Comunque vada la questione
dell'espulsione dal Senato di Berlusconi, cosa che sarebbe fuori
discussione in qualunque Paese civile e democratico, il fatto
inaccettabile è che, sotto la regia di Napolitano, il partito
personale di Berlusconi e il partito che ne ha consentito l'ascesa e
la sopravvivenza politica siano ancora alla guida del Paese di fronte
ad una crisi economica senza precedenti e che per di più abbiano la
protervia di progettare, senza alcuna autorità morale e senza alcun
mandato popolare, di riscrivere la Costituzione nata dalla
Resistenza.
La credibilità ed il prestigio delle
Istituzioni si fondano, questo dovrebbe saperlo chiunque abbia onestà
intellettuale e persino Napolitano e la Boldrini, non sull'adesione
formalista alle regole e alle procedure, non su vuoti e retorici
proclami ma sulla trasparenza ed il coraggio della verità.
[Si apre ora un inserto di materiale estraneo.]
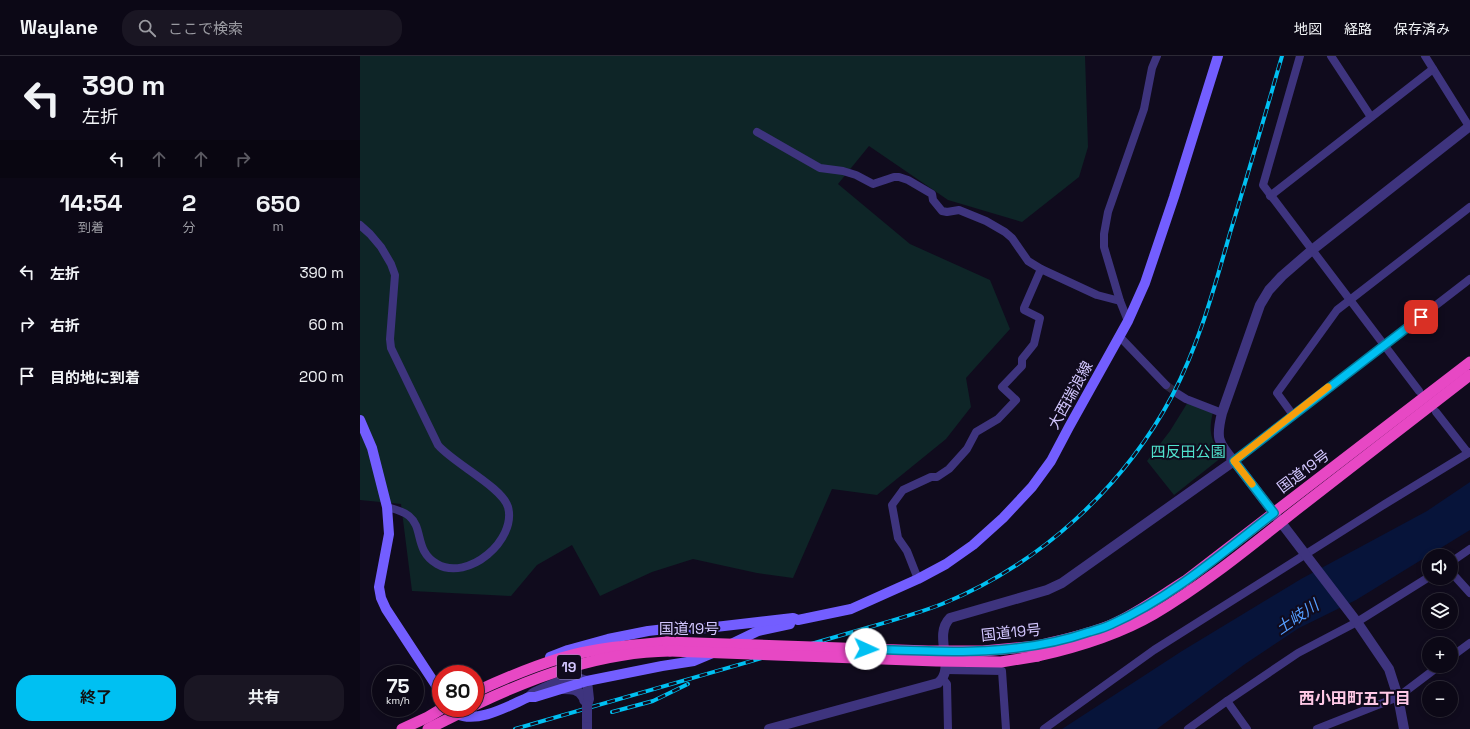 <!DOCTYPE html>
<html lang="ja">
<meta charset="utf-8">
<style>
body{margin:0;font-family:"Space Grotesk","Noto Sans JP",sans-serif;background:#1a1623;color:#f1f3f6;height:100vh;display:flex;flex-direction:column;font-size:15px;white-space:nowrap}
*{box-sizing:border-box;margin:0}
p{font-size:13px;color:#9a9aa1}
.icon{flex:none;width:22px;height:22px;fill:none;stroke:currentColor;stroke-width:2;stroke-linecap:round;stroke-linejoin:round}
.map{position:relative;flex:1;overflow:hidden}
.drawer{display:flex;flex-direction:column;background:#0c0816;width:360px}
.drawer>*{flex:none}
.guide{background:#0c0816;color:#f1f3f6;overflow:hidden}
.buttons{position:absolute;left:1062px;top:493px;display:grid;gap:8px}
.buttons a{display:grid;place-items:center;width:36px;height:36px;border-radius:50%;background:#0c0816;box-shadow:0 2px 6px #0003,0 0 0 1px #2c2935;font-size:20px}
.speed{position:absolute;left:12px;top:609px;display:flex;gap:8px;font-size:20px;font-weight:700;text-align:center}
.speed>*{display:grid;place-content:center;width:52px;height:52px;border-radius:50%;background:#0c0816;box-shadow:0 2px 6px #0003,0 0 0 1px #2c2935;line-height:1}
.speed small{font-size:10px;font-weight:400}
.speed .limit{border:6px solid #d22;background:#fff;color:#111}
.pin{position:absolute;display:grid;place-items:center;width:34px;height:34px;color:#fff;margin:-17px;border-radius:8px;box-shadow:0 2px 6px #0006}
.me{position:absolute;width:44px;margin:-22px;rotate:92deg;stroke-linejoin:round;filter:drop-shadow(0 0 3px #0008)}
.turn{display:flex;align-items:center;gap:14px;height:84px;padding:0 16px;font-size:18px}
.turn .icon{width:52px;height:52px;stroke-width:2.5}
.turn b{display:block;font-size:28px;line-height:34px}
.lanes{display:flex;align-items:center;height:38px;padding:0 16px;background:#0003;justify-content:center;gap:20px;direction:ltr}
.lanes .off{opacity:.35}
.eta{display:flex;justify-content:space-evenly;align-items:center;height:68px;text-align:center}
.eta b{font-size:24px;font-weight:700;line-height:28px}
.primary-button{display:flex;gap:8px;margin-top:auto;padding:8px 16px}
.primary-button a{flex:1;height:46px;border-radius:16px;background:#00c0f2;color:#111;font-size:16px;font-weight:700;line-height:46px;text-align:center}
.primary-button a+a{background:#1a1623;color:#f1f3f6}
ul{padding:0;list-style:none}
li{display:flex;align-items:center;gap:12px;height:52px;padding:0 16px}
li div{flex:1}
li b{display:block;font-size:15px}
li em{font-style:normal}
header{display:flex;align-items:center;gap:24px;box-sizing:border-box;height:56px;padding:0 20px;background:#0c0816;border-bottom:1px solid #2c2935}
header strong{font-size:19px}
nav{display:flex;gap:22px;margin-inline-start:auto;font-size:14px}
.search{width:280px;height:36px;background:#1a1623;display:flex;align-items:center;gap:10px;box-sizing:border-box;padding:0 14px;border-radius:16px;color:#9a9aa1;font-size:15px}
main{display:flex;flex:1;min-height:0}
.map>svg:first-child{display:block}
.green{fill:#0e2527}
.water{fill:#07143a}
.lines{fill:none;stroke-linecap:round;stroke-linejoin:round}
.minor-tunnel{stroke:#2d273f;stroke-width:8;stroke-dasharray:8 4;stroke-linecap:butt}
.minor{stroke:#3e347e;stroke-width:8}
.tertiary{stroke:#3e347e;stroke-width:10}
.secondary{stroke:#735eff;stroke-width:10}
.trunk{stroke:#e748c4;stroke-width:11}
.rail-casing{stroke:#00c0f2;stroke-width:4}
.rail{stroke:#100b1d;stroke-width:2.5;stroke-dasharray:8;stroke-linecap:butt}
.tertiary-bridge{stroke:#3e347e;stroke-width:10}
.trunk-bridge{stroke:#e748c4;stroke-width:11}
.route-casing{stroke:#007d9d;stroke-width:10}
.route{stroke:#00c0f2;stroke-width:7}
.slow{stroke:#f59e0b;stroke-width:7}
.labels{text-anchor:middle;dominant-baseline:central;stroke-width:4;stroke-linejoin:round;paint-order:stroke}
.shield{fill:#100b1d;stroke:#988fbb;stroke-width:1}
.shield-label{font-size:14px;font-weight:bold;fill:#d3c7ff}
.street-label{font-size:15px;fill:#d3c7ff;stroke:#100b1d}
.park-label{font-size:15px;fill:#50e2cd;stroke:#100b1d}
.water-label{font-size:16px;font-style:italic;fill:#559eff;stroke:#100b1d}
.neighbourhood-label{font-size:16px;font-weight:bold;fill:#ffc9e6;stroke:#100b1d}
</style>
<header>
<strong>Waylane</strong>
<div class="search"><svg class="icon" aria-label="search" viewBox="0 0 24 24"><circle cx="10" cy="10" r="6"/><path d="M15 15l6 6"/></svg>ここで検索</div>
<nav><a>地図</a><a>経路</a><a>保存済み</a></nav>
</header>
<main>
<section class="drawer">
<div class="guide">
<div class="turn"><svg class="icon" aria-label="left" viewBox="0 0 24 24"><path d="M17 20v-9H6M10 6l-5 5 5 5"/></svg><div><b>390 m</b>左折</div></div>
<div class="lanes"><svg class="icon" aria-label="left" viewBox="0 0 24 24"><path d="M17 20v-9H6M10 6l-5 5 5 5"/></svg><svg class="icon off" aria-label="ahead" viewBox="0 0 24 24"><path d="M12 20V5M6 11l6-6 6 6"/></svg><svg class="icon off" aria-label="ahead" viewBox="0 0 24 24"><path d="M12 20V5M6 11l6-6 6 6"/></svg><svg class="icon off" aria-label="right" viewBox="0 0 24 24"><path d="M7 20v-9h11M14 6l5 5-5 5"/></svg></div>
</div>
<div class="eta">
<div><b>14:54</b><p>到着</p></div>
<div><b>2</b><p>分</p></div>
<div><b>650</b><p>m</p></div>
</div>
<ul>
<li><svg class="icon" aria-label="left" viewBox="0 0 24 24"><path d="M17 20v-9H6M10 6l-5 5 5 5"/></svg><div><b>左折</b></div><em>390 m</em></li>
<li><svg class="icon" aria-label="right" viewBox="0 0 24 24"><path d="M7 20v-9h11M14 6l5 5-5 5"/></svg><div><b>右折</b></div><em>60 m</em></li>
<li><svg class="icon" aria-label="arrive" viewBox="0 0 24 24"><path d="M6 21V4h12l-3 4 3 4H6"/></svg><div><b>目的地に到着</b></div><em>200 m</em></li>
</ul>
<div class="primary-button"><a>終了</a><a>共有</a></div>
</section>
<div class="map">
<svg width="1110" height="673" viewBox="0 0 1110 673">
<rect width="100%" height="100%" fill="#100b1d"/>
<g class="green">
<polygon points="0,0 725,0 728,91 719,121 662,166 588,144 509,90 478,128 550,188 630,224 650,273 606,322 611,351 586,383 517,439 472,433 433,522 397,517 333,503 292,516 240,540 212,489 177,509 151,540 52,535 41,448 0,444"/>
<path d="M 828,346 L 853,356 C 848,376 851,384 862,401 L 814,439 L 787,405 L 810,375 Z"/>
</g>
<polygon class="water" points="1110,426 1110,474 996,544 939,572 885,608 797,673 702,673 822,595 941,523 1067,455"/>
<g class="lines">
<polyline class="minor-tunnel" points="806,329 818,338"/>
<g class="minor">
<polyline points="940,0 903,129 1059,335"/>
<polyline points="971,0 1011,61"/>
<polyline points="1065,0 1110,72"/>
<polyline points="397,76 460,112 483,115 496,119 513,128 534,121 539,121 548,124 572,138 573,144 582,155 587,156 599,154 626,165 645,176 652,182 668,205 681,213 737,239 760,245 768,265"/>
<polyline points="910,140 1073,13"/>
<path d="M 0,169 L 10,178 L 21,191 L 31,208 L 35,219 L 30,283 L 31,292 L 78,389 C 93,407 142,431 148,451 C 157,484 108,526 77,508 C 54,495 64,472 49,460 C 43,455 34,453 27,451"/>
<polyline points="760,245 744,191 744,178 748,156 784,53 792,12 797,0"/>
<polyline points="759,280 806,329"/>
<polyline points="818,338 826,343 862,357"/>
<polyline points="1076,356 1108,397"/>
<polyline points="933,359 917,337 977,254 1110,151"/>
<polyline points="874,405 1110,223"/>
<polyline points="1091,506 1110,493"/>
<polyline points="1091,516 1110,537"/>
<polyline points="558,523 547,495 538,482 532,449 543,434 571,421 577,421 589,413 607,393 616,376 638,363 656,344 642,331 662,310 662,303 674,288 680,262 664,254 664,252 681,213"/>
<polyline points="1091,601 1110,587"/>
<polyline points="586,614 642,615 646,673"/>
<polyline points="583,623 587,628 588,673"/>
<polyline points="867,645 887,673"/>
<polyline points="684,673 794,594 1025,448 1110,396"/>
<polyline points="828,673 867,645 938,597 997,566 1069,521"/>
<polyline points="957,673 1038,641 1079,610"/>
</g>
<g class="tertiary">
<path d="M 203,633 C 211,633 219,633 223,641 C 226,646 222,643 227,646"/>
<path d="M 169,641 L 173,637 C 190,630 209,617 227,625 L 229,643 L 227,649"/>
<polyline points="227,662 227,673"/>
<path d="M 409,673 L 578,627 C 597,612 572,580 590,562 L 687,534 L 702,527 L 874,405"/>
<path d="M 1044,673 L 1038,641 L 1029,613 L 997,566 L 874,405 C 857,386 856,381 862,357 L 900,249 L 909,234 L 922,220 L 952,194 L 1110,70"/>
</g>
<g class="secondary">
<polyline points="0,364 12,392 27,451 29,478 19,531 21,542 26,553 81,637"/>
<polyline points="369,589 398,575 430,568"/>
<polyline points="190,601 208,594 248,583 288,575 314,572 338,573 433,562 438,564 491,553 558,523 586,508 613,489 643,462 672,431 691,405 709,371 768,265 785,227 814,141 858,0"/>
<path d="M 90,652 C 92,654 95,657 97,658 C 118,668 150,649 169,641 L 175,641 L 227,625 L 302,610 L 334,605 L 353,597"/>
</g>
<g class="trunk">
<path d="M 677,590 C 702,584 727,579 751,569 C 777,558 801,540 825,525 L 1110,306"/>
<path d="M 678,600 C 718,591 758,579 794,558 C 845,528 893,488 940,451 C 997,407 1053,363 1110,319"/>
<path d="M 115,636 C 143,623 171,611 201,602 C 235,592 272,589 307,586"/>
<path d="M 115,649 C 176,620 241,596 310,595"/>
<polyline points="42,673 68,661 83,652"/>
<polyline points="68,673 110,652"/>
</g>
<defs>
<g id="rail">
<polyline points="252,656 293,645 328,628"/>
<path d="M 155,673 L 510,571 C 534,564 559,557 582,548 C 679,509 763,432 812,340 C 839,288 854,233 870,177 C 888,118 905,59 922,0"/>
</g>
</defs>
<use href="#rail" class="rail-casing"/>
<use href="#rail" class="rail"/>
<polyline class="tertiary-bridge" points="227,662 227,649"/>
<g class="trunk-bridge">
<polyline points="307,586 568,595 623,595 677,590"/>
<polyline points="310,595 576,605 641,606 678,600"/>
</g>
</g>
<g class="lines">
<defs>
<path id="route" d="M 506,593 C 581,596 657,601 729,576 C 736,574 744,572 752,568 C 811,542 862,497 914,457 L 874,405 L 1061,261"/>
</defs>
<use href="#route" class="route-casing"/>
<use href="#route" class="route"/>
<polyline class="slow" points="892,428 874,405 968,331"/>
</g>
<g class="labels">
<rect class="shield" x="197" y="599" width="24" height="24" rx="3"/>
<g class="shield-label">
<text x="209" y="611">19</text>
</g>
<g class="street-label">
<text transform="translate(710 339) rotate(-61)">大西瑞浪線</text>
<text transform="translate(943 415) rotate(-37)">国道19号</text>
<text x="329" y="572">国道19号</text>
<text transform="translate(651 576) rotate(-6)">国道19号</text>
</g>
<g class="park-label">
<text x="828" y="395">四反田公園</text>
</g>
<g class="water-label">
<text transform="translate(937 561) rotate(-34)">土岐川</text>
</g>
<g class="neighbourhood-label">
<text x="995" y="642">西小田町五丁目</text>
</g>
</g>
</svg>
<div class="buttons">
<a><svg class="icon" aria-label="sound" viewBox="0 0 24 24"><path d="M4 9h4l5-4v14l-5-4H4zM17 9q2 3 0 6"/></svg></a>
<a><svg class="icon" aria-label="layers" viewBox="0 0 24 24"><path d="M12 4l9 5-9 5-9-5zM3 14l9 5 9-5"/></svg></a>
<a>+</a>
<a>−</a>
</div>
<div class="speed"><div>75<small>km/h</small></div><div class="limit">80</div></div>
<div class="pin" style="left:1061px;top:261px;background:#d93025"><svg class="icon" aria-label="arrive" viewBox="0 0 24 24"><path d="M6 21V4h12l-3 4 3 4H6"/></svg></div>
<svg class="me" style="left:506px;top:593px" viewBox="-20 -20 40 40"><circle r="19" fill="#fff"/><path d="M0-13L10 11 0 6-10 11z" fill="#00c0f2"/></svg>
</div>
</main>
Il coraggio della verità sta nel
riconoscere che il partito personale di un evasore fiscale e amico di inquisiti
per mafia e camorra non può avere responsabilità di governo, che
l'austerità economica sta uccidendo l'Italia, che la Costituzione
non può essere radicalmente modificata senza un esplicito mandato
popolare e manomettendo persino le norme (art. 138) che ne regolano la revisione.